"Bug" is a different kind of woman-in-peril movie starring Ashley Judd, which has long been its own specific genre. Judd is indeed in peril here once again, but she gets to prove she can actually act with some depth and not just look pretty under strain. Whatever unexpected ability she shows in the early scenes of this paranoid thriller go utterly to waste, however, as the film spirals ridiculously out of control by the end.
Judd stars as Agnes, a lonely waitress at a run-down bar who lives in an even rattier motel, subsisting on a diet of cigarettes, vodka and pot. But her pathetic life gets shaken up by a quiet drifter named Peter (Michael Shannon, whose presence and delivery are riveting). Once Agnes and Peter fall for each other, it doesn't take long for him to suck her into his delusional conspiracy theories involving the military, scientific testing, chemical technology and .
.. bugs!
Hence the title. The former soldier says he's the victim of an experiment in which insects have been inserted into his body as transmitters, and now he's on the run from the government.
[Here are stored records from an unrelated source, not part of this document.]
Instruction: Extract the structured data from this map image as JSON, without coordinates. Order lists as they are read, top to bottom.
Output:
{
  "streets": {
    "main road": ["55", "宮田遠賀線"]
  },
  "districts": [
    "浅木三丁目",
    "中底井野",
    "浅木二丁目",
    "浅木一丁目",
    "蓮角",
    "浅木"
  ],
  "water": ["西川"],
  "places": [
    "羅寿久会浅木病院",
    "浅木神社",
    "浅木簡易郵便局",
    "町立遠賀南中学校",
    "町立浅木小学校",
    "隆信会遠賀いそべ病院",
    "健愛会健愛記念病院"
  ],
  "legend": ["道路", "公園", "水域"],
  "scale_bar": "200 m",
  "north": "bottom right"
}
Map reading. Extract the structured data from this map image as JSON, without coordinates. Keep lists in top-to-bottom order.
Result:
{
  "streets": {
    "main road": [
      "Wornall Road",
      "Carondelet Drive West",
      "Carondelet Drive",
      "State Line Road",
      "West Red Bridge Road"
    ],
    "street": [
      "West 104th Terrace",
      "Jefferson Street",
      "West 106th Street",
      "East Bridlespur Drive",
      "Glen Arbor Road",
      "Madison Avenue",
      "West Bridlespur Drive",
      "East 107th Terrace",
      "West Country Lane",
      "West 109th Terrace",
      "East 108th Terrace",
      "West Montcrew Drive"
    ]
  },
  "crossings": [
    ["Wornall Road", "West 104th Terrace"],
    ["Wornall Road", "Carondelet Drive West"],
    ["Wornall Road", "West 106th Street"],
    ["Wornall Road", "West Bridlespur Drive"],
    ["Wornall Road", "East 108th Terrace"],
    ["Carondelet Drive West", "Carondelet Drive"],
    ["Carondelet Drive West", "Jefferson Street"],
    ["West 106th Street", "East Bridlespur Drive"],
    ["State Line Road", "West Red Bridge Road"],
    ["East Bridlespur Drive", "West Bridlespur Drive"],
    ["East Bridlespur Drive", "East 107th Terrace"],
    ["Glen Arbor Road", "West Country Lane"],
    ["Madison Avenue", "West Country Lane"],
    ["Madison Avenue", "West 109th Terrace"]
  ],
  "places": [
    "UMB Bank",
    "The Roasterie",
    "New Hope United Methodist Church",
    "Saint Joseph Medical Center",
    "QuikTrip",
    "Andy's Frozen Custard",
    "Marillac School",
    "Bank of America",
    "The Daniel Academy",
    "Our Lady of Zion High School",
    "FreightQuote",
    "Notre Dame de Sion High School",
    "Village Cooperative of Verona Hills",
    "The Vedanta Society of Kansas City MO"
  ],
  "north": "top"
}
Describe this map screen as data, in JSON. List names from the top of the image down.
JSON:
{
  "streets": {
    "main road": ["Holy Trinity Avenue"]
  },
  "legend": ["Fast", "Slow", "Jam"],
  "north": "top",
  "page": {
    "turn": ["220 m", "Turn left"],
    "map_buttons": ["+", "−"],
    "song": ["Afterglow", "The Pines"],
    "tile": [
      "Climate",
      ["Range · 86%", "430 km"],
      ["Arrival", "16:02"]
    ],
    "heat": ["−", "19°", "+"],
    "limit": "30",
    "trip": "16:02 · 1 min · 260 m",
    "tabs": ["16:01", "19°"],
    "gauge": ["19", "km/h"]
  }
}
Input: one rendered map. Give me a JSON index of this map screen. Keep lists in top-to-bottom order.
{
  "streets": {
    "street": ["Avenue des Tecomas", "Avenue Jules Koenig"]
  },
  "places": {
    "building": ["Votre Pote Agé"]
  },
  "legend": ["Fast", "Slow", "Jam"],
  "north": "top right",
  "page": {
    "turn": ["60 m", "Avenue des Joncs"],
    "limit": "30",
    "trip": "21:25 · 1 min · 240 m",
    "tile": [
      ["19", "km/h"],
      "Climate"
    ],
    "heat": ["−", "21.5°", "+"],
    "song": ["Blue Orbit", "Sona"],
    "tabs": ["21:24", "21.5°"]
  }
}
Or something.
"Bug" ends shrilly, overzealously, explosively. Literally. It's sound and fury signifying nothing, although it was probably intended to be profound.
Last modified: May 24. 2007 12:00AM
'Bug' is a different kind of woman-in-peril movie starring Ashley Judd, which has long been its own specific genre. Judd is indeed in peril here once again, but she gets to prove she can actual .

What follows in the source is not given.